In the television show "Cosmos", the writers and host Neil deGrasse Tyson implied that the atmosphere on Venus was due to a runaway greenhouse gas effect. They also said Giordano Bruno was a martyr for astronomy and that Saturn was the 'jewel' of the solar system.
The only one of those partially correct is that Earth has a variety of factors that make our built-in atmospheric carbon dioxide regulator work where the one on Venus does not – including geologic cycles that churn up the planet's rocky surface. We also have gravity that keeps hydrogen from escaping into space after solar radiation breaks them, as happens on Venus.
Essentially, Earth is 'just right' and a cultural metaphor is often the "Goldilocks" story, where a difficult-to-please intruder isn't happy with 66% of everything she encounters during a home invasion. Until she finds something 'just right'.
Researchers from USC and Nanjing University say water isn't the prime reason that we don't have a CO2 atmosphere and sulfuric rain clouds, like Venus has - they say that "fresh" rock pushed to the surface via mountain formation effectively acts as a kind of sponge, soaking up CO2.
Goldilocks eventually settled in when things were just right. So did life in this solar system. Sorry, Saturn, you aren't the jewel of anything. Link: usborne.com
If this rock formation were too quick, it would deplete atmospheric CO2 levels to a point that we would have Global Cooling within a few million years. Too slow and the CO2 from volcanoes might not be offset by water alone. So the researchers say "fresh" rock exposed by uplift also emits carbon through a chemical weathering process, which replenishes the atmospheric carbon dioxide at a comparable rate.

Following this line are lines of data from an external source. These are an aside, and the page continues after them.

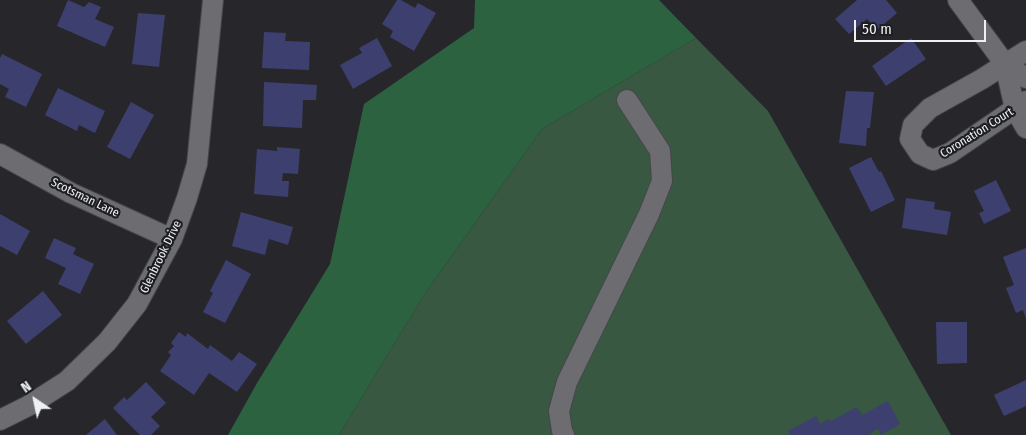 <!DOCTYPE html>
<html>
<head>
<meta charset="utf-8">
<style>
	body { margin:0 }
	#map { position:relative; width:1026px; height:435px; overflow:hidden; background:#27272b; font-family:"Fira Sans Condensed",sans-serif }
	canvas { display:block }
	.north { position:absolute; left:10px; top:375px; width:50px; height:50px; -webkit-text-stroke:4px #1d1e21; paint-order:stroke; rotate:326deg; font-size:14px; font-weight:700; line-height:20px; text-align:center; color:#eff0f2 }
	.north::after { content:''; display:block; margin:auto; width:18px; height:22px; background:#eff0f2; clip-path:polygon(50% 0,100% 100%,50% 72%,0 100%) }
	.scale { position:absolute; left:854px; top:20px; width:132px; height:22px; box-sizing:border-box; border:2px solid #eff0f2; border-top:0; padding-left:6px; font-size:15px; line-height:18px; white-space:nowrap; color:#eff0f2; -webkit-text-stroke:4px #1d1e21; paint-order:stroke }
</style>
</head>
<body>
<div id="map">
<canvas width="1026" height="435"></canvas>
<div class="north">N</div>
<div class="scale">50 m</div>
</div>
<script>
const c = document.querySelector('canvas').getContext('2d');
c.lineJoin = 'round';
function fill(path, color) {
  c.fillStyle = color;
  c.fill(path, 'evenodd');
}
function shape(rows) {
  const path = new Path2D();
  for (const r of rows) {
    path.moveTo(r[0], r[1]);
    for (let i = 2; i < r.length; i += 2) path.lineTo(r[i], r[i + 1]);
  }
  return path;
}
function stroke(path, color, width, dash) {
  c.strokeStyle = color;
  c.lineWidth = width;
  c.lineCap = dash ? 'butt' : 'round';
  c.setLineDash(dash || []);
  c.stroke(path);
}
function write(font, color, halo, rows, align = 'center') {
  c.font = font + ' "Fira Sans Condensed",sans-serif';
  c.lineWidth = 4.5;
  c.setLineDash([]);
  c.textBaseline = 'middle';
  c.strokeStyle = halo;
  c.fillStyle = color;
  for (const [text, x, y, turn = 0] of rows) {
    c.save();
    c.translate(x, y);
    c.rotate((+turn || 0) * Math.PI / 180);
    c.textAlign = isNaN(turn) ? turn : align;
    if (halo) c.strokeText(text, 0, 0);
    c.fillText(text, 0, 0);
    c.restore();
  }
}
fill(shape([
	[696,38,768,111,951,435,339,435,424,295,542,129]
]), '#385842');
fill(shape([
	[475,0,659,0,696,38,542,129,424,295,339,435,228,435,257,383,330,264,364,104,474,28]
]), '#2c623f');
fill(shape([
	[68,0,84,7,89,2,101,7,95,19,114,27,105,47,57,26],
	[397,0,401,0,415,8,418,3,436,13,414,51,390,37,393,31,382,24],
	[857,0,886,0,897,13,877,30,867,19,849,34,835,19],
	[138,13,165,15,159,67,132,64],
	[264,32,286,33,285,41,310,42,309,70,262,68],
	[377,38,392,66,353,89,340,65,362,53,359,48],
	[911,38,926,59,886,86,872,66],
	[2,54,42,74,26,107,5,97,9,89,0,84,0,58],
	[264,82,317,85,316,100,303,100,302,128,263,126],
	[58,88,105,111,95,133,79,125,77,131,45,115],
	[846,91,874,92,870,128,867,128,866,146,839,143],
	[131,102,154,115,130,159,107,147],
	[277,147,300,149,298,174,283,173,282,181,289,181,288,197,254,194,257,149,277,151],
	[871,157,879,172,881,171,895,200,871,212,849,168],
	[996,180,1011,211,984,224,979,213,984,211,974,191],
	[906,198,935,202,934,209,951,212,947,235,902,228],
	[241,212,293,227,288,245,269,239,265,255,232,246],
	[0,214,30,231,17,255,0,246],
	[54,238,76,248,73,254,94,264,80,294,58,284,66,268,45,258],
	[1026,248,1026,319,1023,310,1016,313,1006,288,1014,285,1003,257],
	[226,260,251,274,225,323,203,312,213,293,210,291],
	[43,291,62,315,26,344,7,321],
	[936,322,967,322,967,363,937,364],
	[179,332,186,337,187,333,208,349,210,345,232,361,239,352,257,364,237,392,209,373,194,395,160,371,171,355,168,352,174,346,171,343],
	[1026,380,1026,406,1004,416,994,395],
	[146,382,166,403,151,417,160,426,151,435,140,435,113,408,124,397,127,400],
	[888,401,900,424,881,435,879,430,876,429,869,435,790,435,788,431,816,416,820,424,829,419,831,421,857,407,862,415],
	[105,419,117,435,86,435]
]), '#3d3f6f');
const minor = shape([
	[958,0,1005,64,1026,78],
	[1026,51,982,79,930,108,913,125,910,139,920,154,933,160,950,153,1026,101],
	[1005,64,1015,109,1026,128],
	[0,154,71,193,172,239],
	[0,420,28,406,67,381,107,342,137,304,172,239,187,198,197,164,213,0],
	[564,435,562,431,559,411,567,382,649,214,662,181,660,151,627,100]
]);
stroke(minor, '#464649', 22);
stroke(minor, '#6c6c71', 20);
write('12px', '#eff0f2', '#1d1e21', [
	["Coronation Court",977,133,-32],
	["Scotsman Lane",85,198,26],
	["Glenbrook Drive",161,257,-64]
]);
</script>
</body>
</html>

Rocks have not been implicated in global warming to-date.
"Our presence on Earth is dependent upon this carbon cycle. This is why life is able to survive," said Mark Torres, lead author of the paper and a doctoral fellow at USC.
While human-made atmospheric carbon dioxide increases are currently driving significant changes in the Earth's climate, the geologic system has kept things balanced for million of years.

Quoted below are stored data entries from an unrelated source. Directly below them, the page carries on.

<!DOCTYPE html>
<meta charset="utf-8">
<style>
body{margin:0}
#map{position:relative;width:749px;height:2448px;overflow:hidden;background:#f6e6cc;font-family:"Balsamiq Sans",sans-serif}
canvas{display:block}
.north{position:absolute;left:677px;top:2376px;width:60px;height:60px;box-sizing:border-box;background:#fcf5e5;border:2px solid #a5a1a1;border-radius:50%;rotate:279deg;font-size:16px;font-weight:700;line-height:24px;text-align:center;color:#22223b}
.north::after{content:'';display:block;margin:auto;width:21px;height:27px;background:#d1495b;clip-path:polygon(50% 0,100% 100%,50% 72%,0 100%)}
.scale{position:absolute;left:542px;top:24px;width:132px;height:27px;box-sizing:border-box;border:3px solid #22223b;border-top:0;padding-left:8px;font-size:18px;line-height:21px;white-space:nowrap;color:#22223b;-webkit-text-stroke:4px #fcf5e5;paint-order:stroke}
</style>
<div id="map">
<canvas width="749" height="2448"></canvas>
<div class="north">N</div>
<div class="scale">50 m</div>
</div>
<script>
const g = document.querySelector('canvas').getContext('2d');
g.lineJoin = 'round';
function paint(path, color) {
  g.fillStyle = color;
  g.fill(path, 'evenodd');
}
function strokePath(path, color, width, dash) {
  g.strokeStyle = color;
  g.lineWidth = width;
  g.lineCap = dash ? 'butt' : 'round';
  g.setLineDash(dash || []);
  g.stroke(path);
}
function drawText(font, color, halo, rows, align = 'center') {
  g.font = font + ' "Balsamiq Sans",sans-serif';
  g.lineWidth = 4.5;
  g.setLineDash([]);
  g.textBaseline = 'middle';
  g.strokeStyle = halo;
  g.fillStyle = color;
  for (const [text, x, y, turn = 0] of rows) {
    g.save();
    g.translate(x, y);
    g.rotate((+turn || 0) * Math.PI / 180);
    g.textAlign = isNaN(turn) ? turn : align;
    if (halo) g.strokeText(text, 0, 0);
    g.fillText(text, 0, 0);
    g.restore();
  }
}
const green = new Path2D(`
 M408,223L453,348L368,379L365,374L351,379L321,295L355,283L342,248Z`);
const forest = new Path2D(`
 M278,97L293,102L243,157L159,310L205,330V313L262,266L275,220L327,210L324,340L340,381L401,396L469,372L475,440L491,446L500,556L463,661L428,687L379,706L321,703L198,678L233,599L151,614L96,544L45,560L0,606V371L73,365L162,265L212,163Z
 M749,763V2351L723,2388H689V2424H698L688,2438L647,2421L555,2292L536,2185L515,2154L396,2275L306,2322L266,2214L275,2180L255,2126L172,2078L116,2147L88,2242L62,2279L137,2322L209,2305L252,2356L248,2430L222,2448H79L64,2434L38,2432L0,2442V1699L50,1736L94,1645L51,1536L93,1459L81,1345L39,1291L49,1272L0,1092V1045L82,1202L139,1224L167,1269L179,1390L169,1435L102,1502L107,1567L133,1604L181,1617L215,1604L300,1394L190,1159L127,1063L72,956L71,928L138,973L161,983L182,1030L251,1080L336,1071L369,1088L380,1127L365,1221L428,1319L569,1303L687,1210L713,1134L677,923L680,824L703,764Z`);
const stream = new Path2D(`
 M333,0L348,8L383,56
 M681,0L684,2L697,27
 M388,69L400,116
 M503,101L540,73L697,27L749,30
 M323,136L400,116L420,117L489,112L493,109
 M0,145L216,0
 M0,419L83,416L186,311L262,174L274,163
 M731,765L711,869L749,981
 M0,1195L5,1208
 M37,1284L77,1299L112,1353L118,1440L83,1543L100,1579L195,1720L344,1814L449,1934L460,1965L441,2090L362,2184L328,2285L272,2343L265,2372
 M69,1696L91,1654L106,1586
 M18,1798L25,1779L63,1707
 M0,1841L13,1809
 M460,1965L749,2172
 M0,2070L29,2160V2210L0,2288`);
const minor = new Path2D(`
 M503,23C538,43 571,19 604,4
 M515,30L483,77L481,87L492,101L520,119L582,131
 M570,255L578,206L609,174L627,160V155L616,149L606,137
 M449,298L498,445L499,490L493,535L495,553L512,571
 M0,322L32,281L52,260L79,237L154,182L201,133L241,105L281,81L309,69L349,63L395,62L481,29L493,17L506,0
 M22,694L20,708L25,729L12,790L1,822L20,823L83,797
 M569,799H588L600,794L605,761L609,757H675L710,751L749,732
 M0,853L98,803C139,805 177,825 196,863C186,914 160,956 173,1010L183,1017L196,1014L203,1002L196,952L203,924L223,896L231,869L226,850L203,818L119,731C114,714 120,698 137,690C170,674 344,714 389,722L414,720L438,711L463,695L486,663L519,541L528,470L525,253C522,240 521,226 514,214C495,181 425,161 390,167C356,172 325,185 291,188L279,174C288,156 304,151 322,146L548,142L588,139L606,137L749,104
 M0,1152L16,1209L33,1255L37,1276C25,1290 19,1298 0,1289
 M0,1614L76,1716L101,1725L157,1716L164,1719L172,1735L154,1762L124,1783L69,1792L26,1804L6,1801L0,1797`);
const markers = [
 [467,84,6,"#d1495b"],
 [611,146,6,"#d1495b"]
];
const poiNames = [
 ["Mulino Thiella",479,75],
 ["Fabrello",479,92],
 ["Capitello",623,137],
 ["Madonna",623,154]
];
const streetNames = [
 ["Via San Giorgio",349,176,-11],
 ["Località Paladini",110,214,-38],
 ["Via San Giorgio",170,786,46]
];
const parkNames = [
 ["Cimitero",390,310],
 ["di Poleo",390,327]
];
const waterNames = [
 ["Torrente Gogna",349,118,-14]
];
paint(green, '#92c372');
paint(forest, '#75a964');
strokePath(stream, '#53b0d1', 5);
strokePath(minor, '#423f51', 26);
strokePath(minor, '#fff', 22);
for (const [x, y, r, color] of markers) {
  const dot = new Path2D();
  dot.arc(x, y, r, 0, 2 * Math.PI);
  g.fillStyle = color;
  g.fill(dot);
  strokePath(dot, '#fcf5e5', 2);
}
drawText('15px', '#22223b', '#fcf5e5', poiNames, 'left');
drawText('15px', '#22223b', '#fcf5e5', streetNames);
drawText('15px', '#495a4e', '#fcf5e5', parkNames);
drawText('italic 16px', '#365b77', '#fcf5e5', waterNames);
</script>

"The Earth is a bit like a big, natural recycler," West said. Torres and West studied rocks taken from the Andes mountain range in Peru and found that weathering processes affecting rocks released far more carbon than previously estimated, which motivated them to consider the global implications of CO2 release during mountain formation.
The researchers noted that rapid erosion in the Andes unearths abundant pyrite — the shiny mineral known as "fool's gold" because of its deceptive appearance — and its chemical breakdown produces acids that release CO2 from other minerals. These observations motivated them to consider the global implications of CO2 release during mountain formation.
Like many other large mountain ranges, such as the great Himalayas, the Andes began to form during the Cenozoic period, which began about 60 million years ago and happened to coincide with a major perturbation in the cycling of atmospheric carbon dioxide. Using marine records of the long-term carbon cycle, Torres, West, and Li reconstructed the balance between CO2 release and uptake caused by the uplift of large mountain ranges and found that the release of CO2 release by rock weathering may have played a large, but thus far unrecognized, role in regulating the concentration of atmospheric carbon dioxide over the last roughly 60 million years.